**Work request**
Read the listing and extract each line that includes the word "position".

**Records for the task**
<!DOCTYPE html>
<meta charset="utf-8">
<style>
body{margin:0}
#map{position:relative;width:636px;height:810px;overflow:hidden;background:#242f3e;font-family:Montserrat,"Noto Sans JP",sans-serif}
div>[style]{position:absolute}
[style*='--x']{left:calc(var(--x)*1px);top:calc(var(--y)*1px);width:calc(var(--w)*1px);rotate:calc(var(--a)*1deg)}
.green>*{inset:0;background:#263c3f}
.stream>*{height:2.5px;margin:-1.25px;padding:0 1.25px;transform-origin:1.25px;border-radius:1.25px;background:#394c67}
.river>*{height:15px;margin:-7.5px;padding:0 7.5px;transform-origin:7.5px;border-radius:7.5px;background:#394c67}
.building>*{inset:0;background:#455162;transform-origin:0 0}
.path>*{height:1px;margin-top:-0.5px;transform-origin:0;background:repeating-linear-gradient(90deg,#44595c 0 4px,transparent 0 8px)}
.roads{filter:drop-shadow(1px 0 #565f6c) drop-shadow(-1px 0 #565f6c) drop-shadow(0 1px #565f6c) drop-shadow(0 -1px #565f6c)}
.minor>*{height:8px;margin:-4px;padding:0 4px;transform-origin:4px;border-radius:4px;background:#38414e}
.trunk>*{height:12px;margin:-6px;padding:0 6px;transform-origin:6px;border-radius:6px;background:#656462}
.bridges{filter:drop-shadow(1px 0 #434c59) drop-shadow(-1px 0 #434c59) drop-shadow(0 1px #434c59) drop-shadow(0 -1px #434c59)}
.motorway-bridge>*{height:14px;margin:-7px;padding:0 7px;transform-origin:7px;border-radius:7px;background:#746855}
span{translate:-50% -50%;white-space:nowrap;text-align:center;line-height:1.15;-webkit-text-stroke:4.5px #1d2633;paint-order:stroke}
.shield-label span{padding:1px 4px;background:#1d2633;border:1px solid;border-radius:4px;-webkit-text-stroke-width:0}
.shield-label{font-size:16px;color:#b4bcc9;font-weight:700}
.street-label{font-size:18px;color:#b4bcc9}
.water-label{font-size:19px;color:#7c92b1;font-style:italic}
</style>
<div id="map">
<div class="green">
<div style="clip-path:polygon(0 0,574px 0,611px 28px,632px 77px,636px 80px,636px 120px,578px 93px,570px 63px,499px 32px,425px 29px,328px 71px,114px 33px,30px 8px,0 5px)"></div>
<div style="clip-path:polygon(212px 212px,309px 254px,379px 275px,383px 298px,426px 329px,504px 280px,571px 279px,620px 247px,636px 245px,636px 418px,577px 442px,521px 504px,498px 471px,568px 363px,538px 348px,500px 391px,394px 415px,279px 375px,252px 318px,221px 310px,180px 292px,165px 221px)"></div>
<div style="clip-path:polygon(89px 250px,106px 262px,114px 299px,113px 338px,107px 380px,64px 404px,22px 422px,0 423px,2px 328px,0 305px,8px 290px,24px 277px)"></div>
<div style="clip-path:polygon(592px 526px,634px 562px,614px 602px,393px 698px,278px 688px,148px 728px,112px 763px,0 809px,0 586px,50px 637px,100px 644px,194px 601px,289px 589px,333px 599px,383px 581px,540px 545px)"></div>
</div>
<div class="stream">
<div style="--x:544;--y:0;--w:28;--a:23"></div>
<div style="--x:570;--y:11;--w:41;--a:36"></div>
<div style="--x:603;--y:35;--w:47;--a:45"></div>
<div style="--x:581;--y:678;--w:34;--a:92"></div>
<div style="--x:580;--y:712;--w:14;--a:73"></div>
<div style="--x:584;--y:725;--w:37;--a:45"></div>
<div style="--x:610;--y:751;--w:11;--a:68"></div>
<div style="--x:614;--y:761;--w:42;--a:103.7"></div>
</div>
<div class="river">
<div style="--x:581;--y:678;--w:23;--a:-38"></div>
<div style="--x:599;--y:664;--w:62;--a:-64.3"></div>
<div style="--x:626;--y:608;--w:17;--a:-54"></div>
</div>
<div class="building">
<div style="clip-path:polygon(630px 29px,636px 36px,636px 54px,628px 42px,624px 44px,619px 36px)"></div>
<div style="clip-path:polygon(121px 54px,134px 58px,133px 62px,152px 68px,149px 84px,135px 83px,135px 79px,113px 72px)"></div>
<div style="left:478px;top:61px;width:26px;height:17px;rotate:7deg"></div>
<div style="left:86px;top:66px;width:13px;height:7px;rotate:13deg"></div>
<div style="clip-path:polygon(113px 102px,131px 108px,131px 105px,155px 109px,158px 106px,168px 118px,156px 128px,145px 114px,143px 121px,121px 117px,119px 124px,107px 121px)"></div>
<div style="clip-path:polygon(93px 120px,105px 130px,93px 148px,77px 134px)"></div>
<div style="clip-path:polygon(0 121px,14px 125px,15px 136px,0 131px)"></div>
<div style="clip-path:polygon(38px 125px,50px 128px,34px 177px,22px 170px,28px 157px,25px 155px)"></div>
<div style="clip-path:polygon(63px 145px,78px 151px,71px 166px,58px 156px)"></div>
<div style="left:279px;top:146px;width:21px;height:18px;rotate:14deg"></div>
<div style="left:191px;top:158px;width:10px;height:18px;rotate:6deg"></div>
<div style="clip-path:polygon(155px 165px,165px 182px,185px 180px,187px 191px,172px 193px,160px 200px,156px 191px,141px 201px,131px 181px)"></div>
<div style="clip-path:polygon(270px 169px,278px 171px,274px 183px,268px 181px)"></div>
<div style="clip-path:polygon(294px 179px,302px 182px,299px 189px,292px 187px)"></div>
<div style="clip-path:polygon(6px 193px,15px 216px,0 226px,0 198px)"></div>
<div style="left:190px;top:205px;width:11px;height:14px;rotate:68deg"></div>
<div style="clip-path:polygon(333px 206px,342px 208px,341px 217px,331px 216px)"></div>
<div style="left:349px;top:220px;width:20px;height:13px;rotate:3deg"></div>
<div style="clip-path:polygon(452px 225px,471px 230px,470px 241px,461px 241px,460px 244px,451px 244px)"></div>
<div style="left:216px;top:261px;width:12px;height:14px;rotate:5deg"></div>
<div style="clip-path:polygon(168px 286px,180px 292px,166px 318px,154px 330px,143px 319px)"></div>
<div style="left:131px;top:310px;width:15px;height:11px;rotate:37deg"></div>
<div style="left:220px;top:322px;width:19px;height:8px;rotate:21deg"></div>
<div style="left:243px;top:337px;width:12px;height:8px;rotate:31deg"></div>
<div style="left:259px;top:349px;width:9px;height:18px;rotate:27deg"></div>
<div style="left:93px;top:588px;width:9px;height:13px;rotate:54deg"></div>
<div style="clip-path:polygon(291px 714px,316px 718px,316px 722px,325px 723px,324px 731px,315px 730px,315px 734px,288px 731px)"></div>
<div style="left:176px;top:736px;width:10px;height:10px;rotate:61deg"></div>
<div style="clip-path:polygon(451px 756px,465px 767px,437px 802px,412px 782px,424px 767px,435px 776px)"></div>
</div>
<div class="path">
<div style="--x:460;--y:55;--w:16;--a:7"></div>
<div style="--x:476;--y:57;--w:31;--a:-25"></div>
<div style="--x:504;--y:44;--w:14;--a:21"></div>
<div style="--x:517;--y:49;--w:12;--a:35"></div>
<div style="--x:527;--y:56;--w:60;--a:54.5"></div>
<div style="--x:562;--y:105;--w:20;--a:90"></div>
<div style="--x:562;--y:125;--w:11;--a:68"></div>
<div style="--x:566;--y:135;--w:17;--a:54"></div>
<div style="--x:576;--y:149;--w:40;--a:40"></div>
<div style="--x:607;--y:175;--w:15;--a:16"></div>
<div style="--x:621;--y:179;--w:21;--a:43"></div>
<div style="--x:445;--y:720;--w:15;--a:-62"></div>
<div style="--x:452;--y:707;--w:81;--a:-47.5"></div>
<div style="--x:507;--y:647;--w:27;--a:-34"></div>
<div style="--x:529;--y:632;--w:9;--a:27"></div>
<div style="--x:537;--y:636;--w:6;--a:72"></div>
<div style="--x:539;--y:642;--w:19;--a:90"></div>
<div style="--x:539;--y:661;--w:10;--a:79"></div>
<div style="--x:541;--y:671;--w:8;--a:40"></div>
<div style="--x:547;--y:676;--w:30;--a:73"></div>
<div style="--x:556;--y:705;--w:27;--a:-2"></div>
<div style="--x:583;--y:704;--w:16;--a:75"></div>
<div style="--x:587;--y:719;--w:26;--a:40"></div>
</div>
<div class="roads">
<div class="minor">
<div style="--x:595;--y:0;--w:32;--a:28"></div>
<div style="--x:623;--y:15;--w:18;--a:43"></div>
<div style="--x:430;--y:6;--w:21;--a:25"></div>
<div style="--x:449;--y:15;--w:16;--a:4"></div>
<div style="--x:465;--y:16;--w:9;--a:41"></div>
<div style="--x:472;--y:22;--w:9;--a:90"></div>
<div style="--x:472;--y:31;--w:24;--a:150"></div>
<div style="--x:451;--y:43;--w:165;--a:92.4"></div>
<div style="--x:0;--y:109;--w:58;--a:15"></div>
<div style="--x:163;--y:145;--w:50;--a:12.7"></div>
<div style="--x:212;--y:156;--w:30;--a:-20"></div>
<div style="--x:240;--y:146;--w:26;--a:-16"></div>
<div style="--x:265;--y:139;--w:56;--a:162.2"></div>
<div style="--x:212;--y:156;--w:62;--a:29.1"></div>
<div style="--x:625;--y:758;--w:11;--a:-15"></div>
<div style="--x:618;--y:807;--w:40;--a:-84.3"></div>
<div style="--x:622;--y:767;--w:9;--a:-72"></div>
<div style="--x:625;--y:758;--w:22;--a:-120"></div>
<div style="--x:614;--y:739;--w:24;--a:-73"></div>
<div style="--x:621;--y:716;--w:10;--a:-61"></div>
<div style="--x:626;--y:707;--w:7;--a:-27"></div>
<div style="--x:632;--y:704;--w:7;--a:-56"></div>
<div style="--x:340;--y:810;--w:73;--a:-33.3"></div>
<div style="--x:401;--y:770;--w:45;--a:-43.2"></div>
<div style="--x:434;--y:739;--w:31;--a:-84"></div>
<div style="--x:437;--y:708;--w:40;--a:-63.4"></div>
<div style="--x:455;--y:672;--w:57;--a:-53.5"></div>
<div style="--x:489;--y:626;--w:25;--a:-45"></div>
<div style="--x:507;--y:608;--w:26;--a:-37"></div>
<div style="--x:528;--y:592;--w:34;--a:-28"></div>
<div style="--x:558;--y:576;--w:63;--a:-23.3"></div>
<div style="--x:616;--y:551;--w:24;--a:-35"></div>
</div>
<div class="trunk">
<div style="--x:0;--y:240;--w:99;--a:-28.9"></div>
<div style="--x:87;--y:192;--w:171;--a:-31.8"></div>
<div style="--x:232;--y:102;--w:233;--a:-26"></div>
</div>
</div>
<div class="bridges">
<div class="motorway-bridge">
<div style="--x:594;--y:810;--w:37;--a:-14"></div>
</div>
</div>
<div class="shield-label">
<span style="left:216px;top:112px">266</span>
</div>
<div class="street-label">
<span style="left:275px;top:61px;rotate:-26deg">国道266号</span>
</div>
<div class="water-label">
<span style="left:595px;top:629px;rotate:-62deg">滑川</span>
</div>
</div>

**Written response**
#map{position:relative;width:636px;height:810px;overflow:hidden;background:#242f3e;font-family:Montserrat,"Noto Sans JP",sans-serif}
div>[style]{position:absolute}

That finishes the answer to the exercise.